Beginner's Operating Principles
1, Do Not Trade Blindly: When you do not understand the market, consult experienced mentors or instructors to avoid random trading.
2, Do Not Trade Against the Market: Refuse to trade rebounds in a down market or adjustments in an uptrend, avoiding neglect of the larger trend for small gains.
3, Do Not Enter During Fluctuating Markets: Avoid trading during periods of consolidation to prevent losses due to minimal fluctuations.
4, No Full Position: Maintain position management, avoiding full position operations to prevent excessive risk.
5, Firm Stop Loss: Set and execute stop-loss strategies to protect principal without hesitation.
Eight Rights and Eight Wrongs in the Investment Market
1, Going with the Trend is Right, Going Against the Market is Wrong: The probability of success is higher when following the trend; once a trend is formed, it is difficult to reverse in the short term.
2, Light Position is Right, Heavy Position is Wrong: Light positions help stabilize emotions and rational judgment, while heavy positions can lead to emotional trading.
3, Contentment is Right, Greed is Wrong: Greed is the greatest enemy; knowing contentment at the right time is key to profiting from investments.
4, Stop Loss to Preserve Earnings is Right, Letting Go is Wrong: Protecting principal is always a priority over profits; strict stop-loss ensures stable returns.
5, Objectivity is Right, Subjectivity is Wrong: Adhere to objective judgment, avoiding emotions or subjective thoughts influencing decisions.
6, Patience is Right, Impulsiveness is Wrong: Cultivate patience, wait for the best entry opportunity, and reduce impulsive trading.
7, Adding to Profits is Right, Averaging Down on Losses is Wrong: Add to positions when in profit, rather than blindly averaging down when in loss.
8, Peaceful Mind is Right, Worrying is Wrong: Maintain a calm mindset and do not let short-term fluctuations affect your decisions.
Advice from Teachers to Investors
1, Avoid Using All Funds: Do not invest everything; diversifying risk is a basic principle of investing. 2, Control Emotions: Overcome fear and impulsiveness, be able to endure losses, and be brave to take profits.
3, Do Not Overtrade: Maintain trading frequency and avoid frequent buying and selling that affects decision-making and mentality.
4, Face the Market Realistically, Do Not Fantasize: Confront the market with reality, do not hope for windfall gains.
5, Pause at the Right Time: Stop to reflect when necessary, do not let short-term fluctuations obscure the overall situation.
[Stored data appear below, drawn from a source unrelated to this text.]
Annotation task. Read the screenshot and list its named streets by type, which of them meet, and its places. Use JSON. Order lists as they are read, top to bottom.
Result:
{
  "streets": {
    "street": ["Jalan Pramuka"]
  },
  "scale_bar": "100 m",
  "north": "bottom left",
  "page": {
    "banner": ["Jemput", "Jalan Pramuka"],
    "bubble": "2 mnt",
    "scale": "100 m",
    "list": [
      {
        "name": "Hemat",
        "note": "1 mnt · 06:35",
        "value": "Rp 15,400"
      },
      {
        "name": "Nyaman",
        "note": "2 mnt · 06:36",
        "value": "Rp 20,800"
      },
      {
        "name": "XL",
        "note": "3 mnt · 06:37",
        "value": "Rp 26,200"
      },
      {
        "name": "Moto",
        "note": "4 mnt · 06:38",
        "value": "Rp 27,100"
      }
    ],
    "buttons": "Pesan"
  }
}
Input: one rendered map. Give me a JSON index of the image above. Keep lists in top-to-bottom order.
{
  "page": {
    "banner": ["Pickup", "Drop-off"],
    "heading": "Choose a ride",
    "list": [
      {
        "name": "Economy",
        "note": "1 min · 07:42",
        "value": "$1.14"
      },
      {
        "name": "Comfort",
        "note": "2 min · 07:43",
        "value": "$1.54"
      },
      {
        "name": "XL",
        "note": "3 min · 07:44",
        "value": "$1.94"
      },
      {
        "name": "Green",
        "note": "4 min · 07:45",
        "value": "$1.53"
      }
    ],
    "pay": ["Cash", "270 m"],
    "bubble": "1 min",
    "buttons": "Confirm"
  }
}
6, Do Not Follow the Crowd Blindly: The market changes rapidly; think independently and make independent decisions.
7, Observe When Uncertain: When the market is uncertain, it is better to wait and observe.
8, Decisive Execution: Act quickly, decisively exit or seize opportunities.
9, Forget Past Prices: Avoid being influenced by historical highs and lows when making current decisions.
10, Patient Waiting: Understanding when to wait and when to give up is also an important part of investing.
Mature Trading Judgment Standards
1, Stable Positive Returns: Returns that are consistently stable and positive.
2, Stability and Closure of Signals: Trading signals are reliable and clear.
3, Risks are Manageable: The risks of trading are within a controllable range.
4, Replicable Trading Patterns: Follow certain patterns to facilitate long-term profitability.
Your sharing has provided investors with clear entry guidance and reminded them that investing in the crypto space requires strict discipline and risk control.